Royal Australian Navy Discussions and Updates 2.0

Stampede

Well-Known Member
Just wondering if we have sold off NUSHIP Arafura as there has been little info since it was dropped in the water Dec 2021.
I think it's now 2023!

Not talking up-gunning or the Defence Strategic Review.

Is it in the water doing stuff.
Has it's rubber band broken?

Have not seen a Pic more recent than 2021

Just curious.


Cheers S
 

Tbone

New Member
Good question.., the trail has gone cold!
There would have to be 2 or 3 OPV’s basically completed or fitted out by now!

possibly they are being re fitted or modified for the MCM role instead?

that would be my only conclusion so the baby can start on a better vessel for the upheaval ahead.
 

ADMk2

Just a bloke
Staff member
Verified Defense Pro
Good question.., the trail has gone cold!
There would have to be 2 or 3 OPV’s basically completed or fitted out by now!

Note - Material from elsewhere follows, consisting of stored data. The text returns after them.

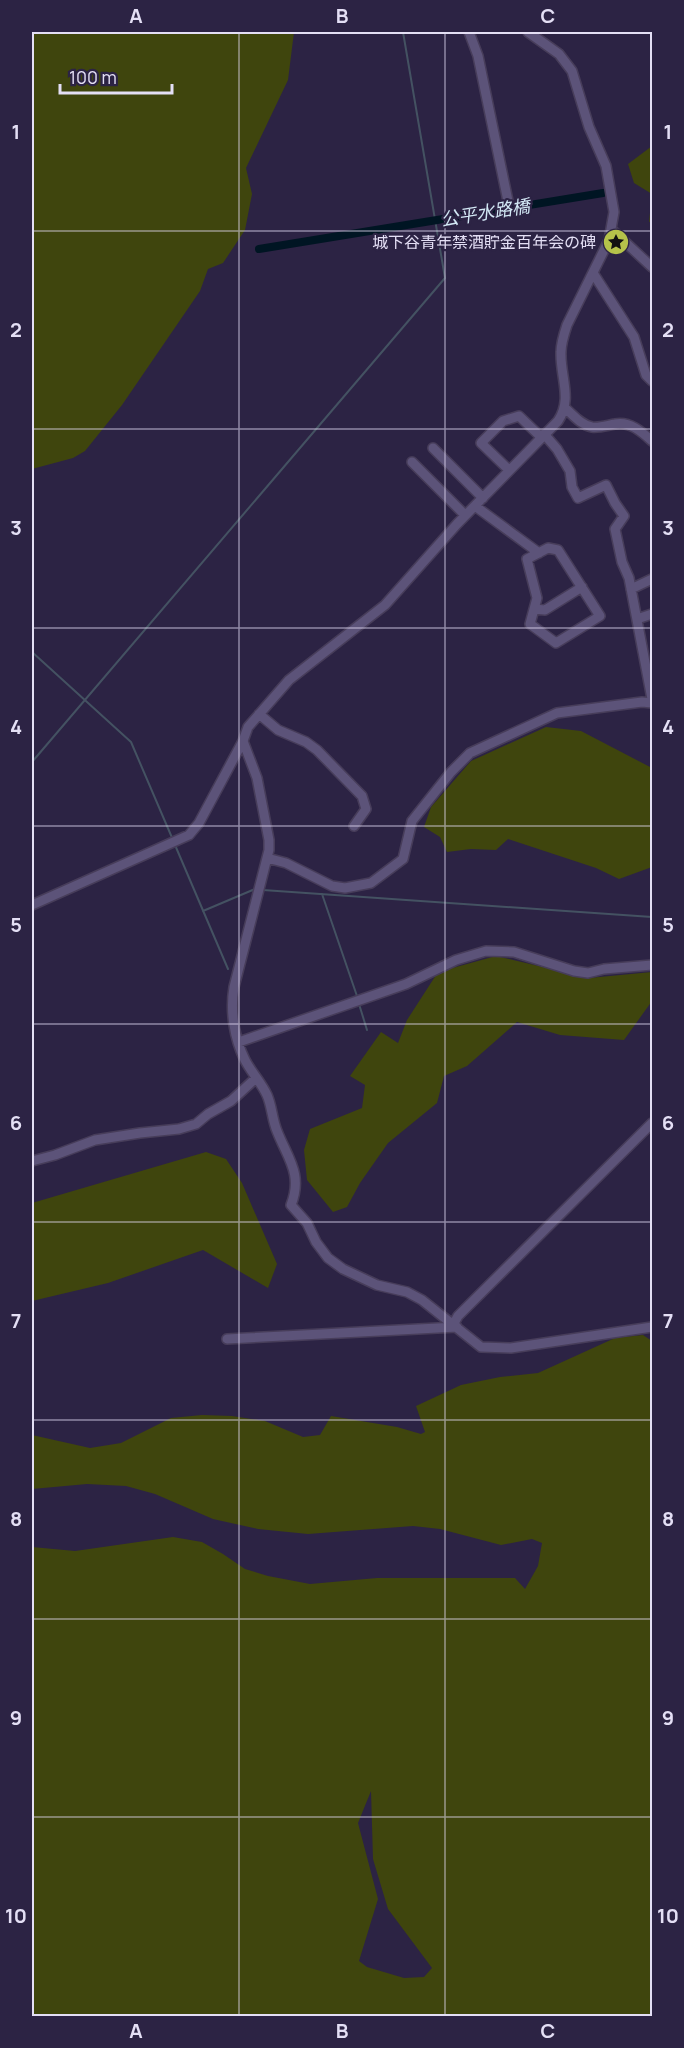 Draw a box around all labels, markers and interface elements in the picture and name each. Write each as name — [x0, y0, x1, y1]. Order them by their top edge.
text: A — [129, 2, 143, 29]
text: B — [336, 2, 349, 29]
text: C — [541, 2, 555, 29]
scale bar — [60, 57, 172, 95]
text: 100 m — [69, 65, 117, 89]
text: 1 — [12, 118, 20, 145]
text: 1 — [664, 118, 672, 145]
water label: 公平水路橋 — [439, 193, 534, 231]
place icon: 城下谷青年禁酒貯金百年会の碑 — [601, 227, 631, 257]
place label: 城下谷青年禁酒貯金百年会の碑 — [372, 231, 596, 253]
text: 2 — [10, 316, 22, 343]
text: 2 — [662, 316, 674, 343]
text: 3 — [10, 514, 22, 541]
text: 3 — [662, 514, 674, 541]
text: 4 — [10, 713, 22, 740]
text: 4 — [662, 713, 674, 740]
text: 5 — [10, 911, 22, 938]
text: 5 — [662, 911, 674, 938]
text: 6 — [10, 1109, 22, 1136]
text: 6 — [662, 1109, 674, 1136]
text: 7 — [11, 1307, 21, 1334]
text: 7 — [663, 1307, 673, 1334]
text: 8 — [10, 1505, 22, 1532]
text: 8 — [662, 1505, 674, 1532]
text: 9 — [10, 1704, 22, 1731]
text: 9 — [662, 1704, 674, 1731]
text: 10 — [5, 1902, 27, 1929]
text: 10 — [657, 1902, 679, 1929]
text: A — [129, 2017, 143, 2044]
text: B — [336, 2017, 349, 2044]
text: C — [541, 2017, 555, 2044] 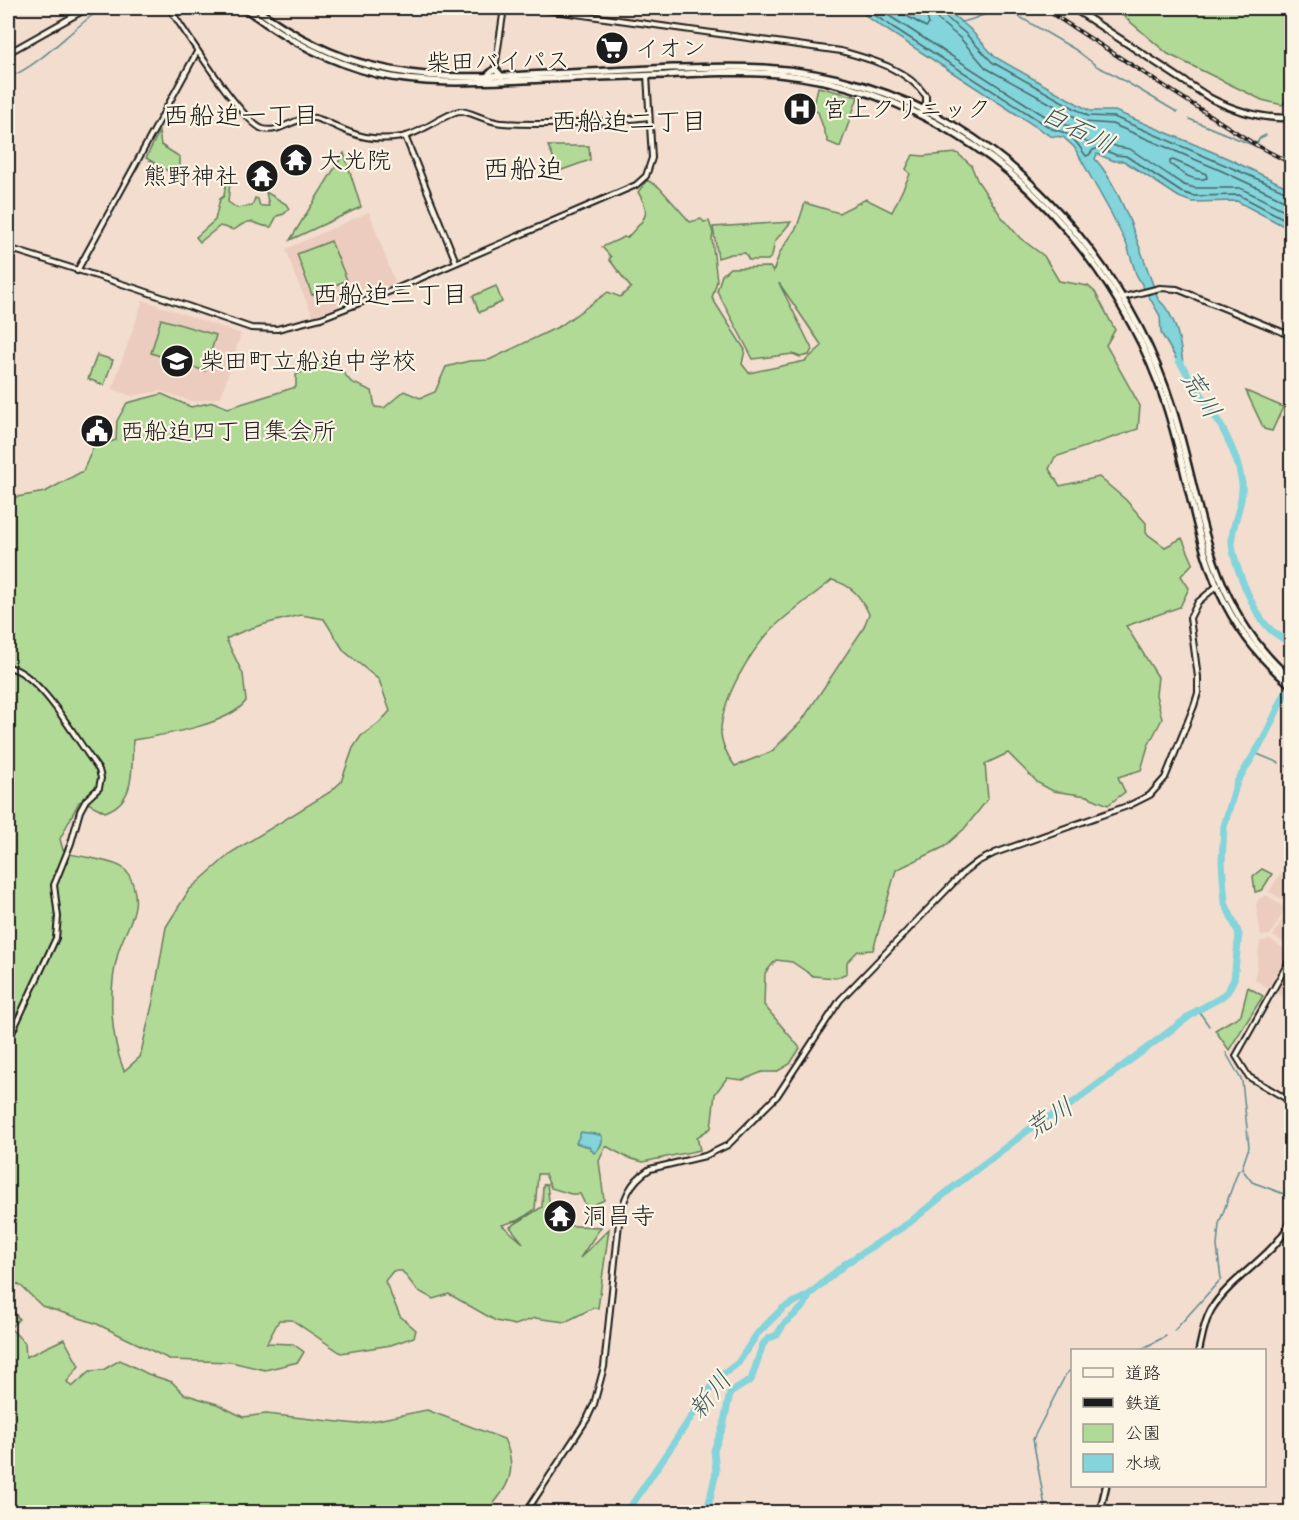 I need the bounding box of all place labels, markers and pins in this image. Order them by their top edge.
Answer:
supermarket icon: イオン [594,30,630,66]
place label: イオン [635,33,706,63]
hospital icon: 宮上クリニック [782,91,818,127]
place label: 宮上クリニック [823,94,991,124]
temple icon: 大光院 [278,142,314,178]
place label: 大光院 [319,145,391,175]
temple icon: 熊野神社 [244,158,280,194]
place label: 熊野神社 [143,161,239,191]
school or university icon: 柴田町立船迫中学校 [159,343,195,379]
place label: 柴田町立船迫中学校 [200,346,416,376]
public building icon: 西船迫四丁目集会所 [79,413,115,449]
place label: 西船迫四丁目集会所 [120,416,336,446]
temple icon: 洞昌寺 [542,1198,578,1234]
place label: 洞昌寺 [583,1201,655,1231]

possibly they are being re fitted or modified for the MCM role instead?

that would be my only conclusion so the baby can start on a better vessel for the upheaval ahead.
Certification issues are holding up sea trials on the class is my understanding, for a variety of reasons…

As they’ve already commenced building number 6, we’re a long way into the program… The calls for termination and so on are rather late.
 

hauritz

Well-Known Member
I have a suspicion that all will be revealed in the up coming defence review. The Armidales are on borrowed time. There are eight remaining in service and I expect they will go sooner rather than later. The navy currently has 5 Cape class PBs with another 5 under construction.

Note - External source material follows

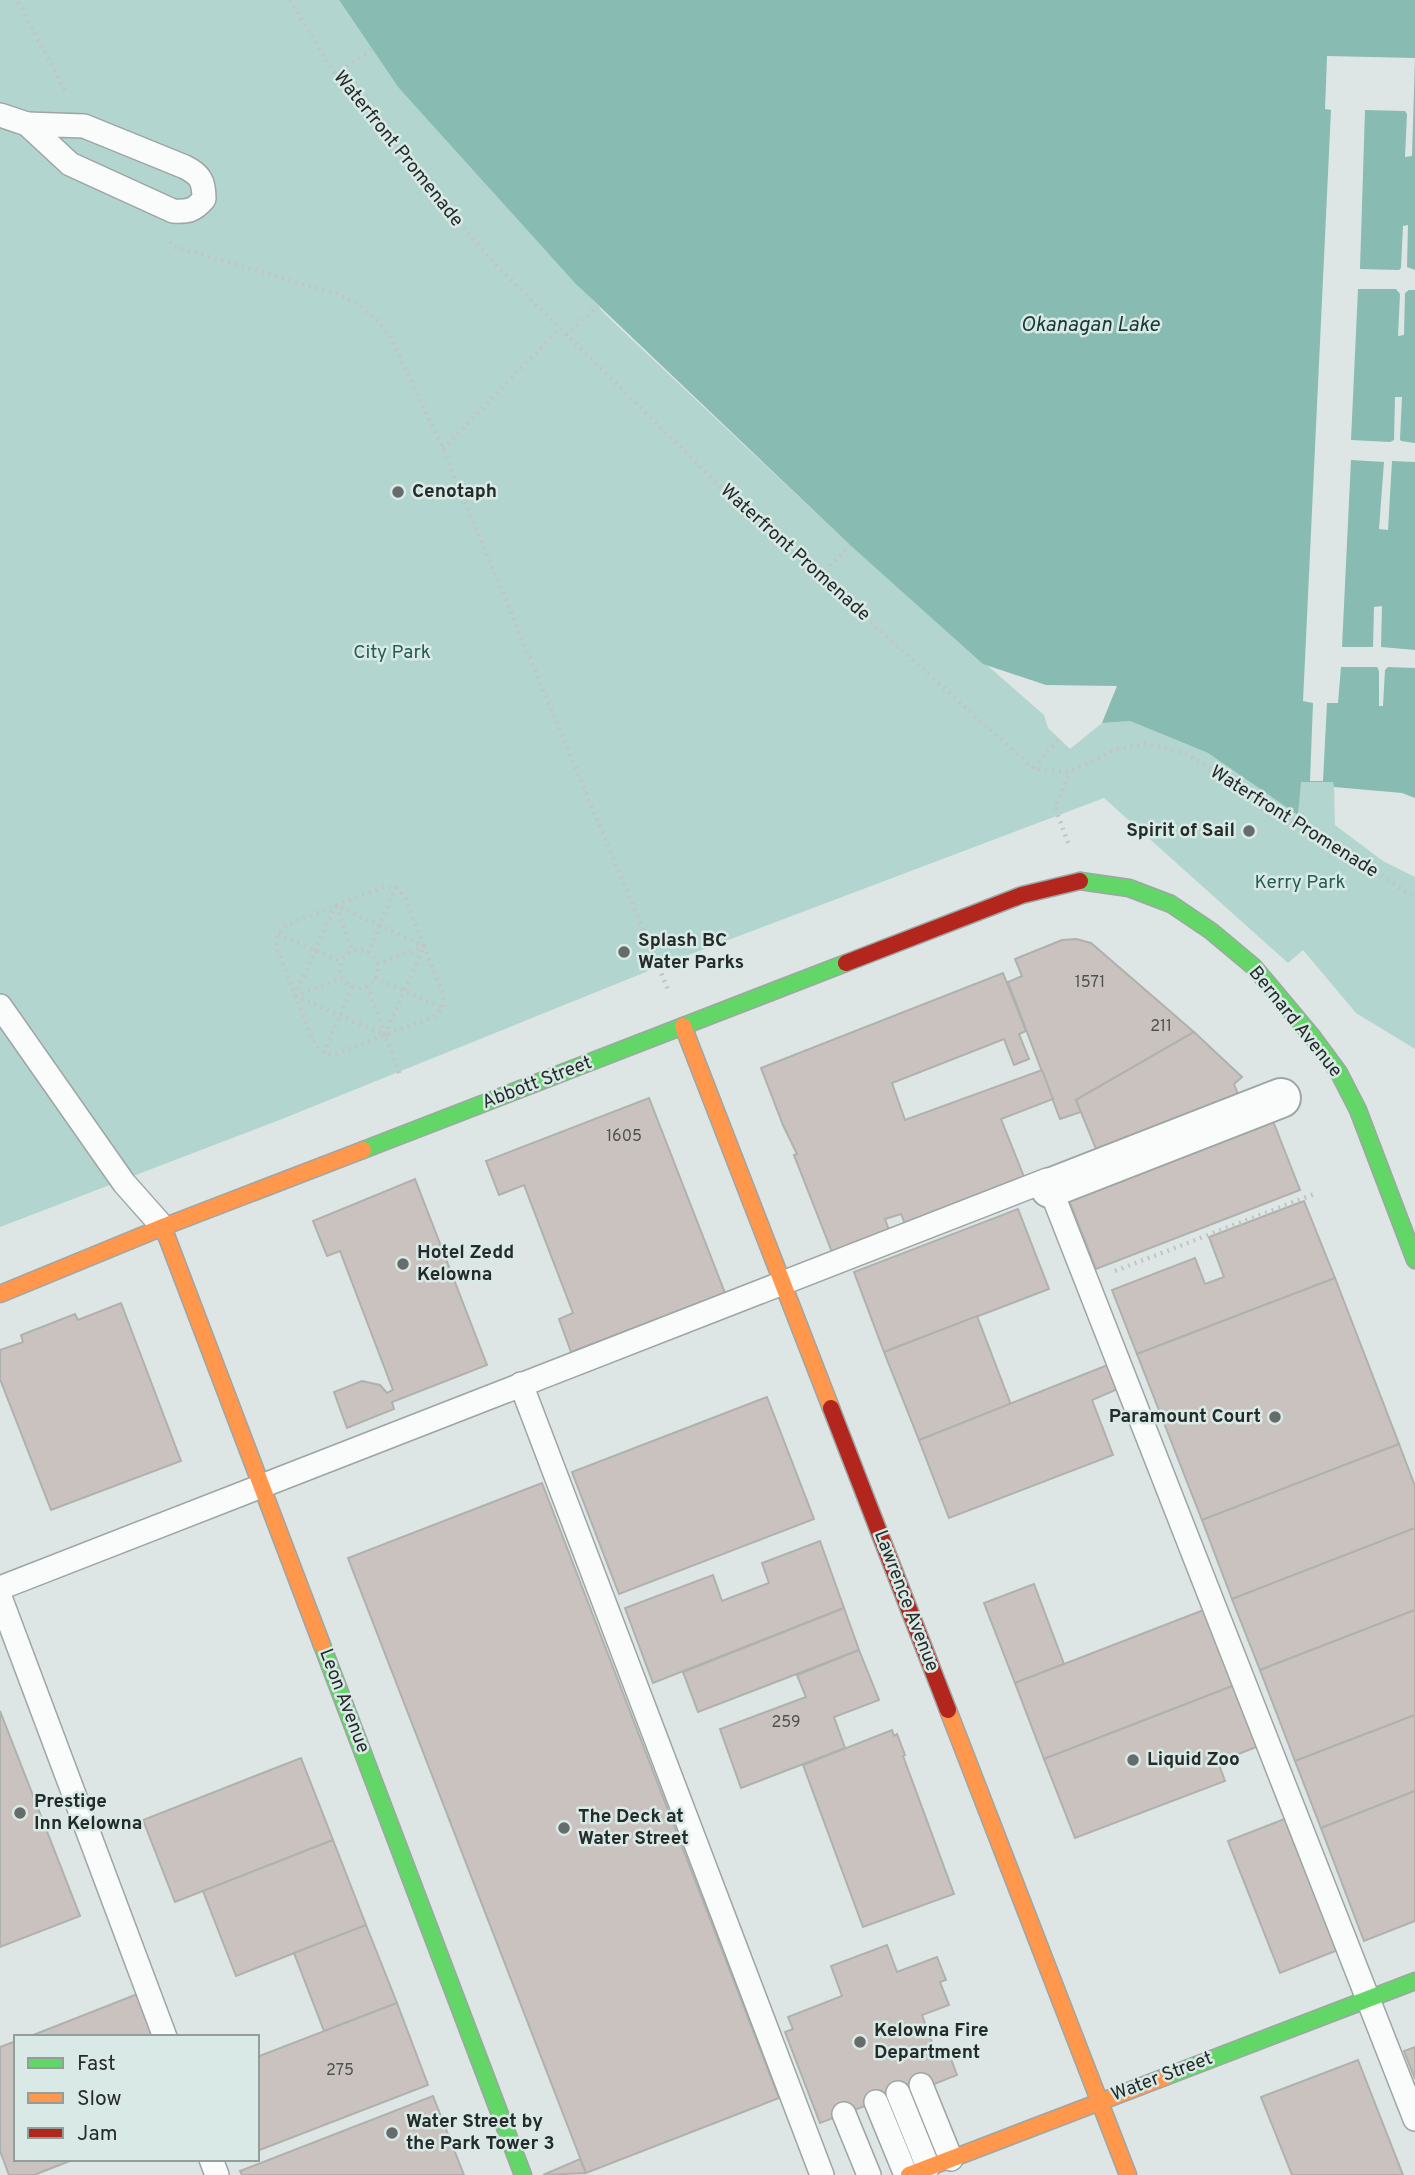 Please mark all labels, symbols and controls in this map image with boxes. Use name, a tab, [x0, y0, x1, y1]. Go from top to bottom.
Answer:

That would give the navy 10 Cape class PBs. That would seem to be a lot of interim patrol boats. Feel free to speculate why the navy would fast track interim replacements for the Armidales when production of the Arafura's is in full swing.
 

spoz

The Bunker Group
Verified Defense Pro
Of the two building in SA, Arafura is fitting out and Eyre has yet to be launched. None of the four presently building in the West has been launched. It is common for the first of class to precede others by some time; it enables the bugs to be worked out.

What I don’t understand about the Capes is why they are not being commissioned; why continue with the “ADV” thing when they are full time Navy, manned by Navy crews? Why not “HMAS”?
 

ddxx

Well-Known Member
What I don’t understand about the Capes is why they are not being commissioned; why continue with the “ADV” thing when they are full time Navy, manned by Navy crews? Why not “HMAS”?
I’ve been wondering about the exact same thing. ADV is usually only used for ‘Auxiliaries’ with either partial or full civilian crews?

I also find the term “Boat” for a ~60 metre vessel somewhat unfitting. Wouldn’t “Patrol Vessel” make more sense?

It would be good if the DSR includes a proper rethink in how we structure our patrol assets. The current set up seems unnecessarily messy.
 

Stampede

Well-Known Member
Of the two building in SA, Arafura is fitting out and Eyre has yet to be launched. None of the four presently building in the West has been launched. It is common for the first of class to precede others by some time; it enables the bugs to be worked out.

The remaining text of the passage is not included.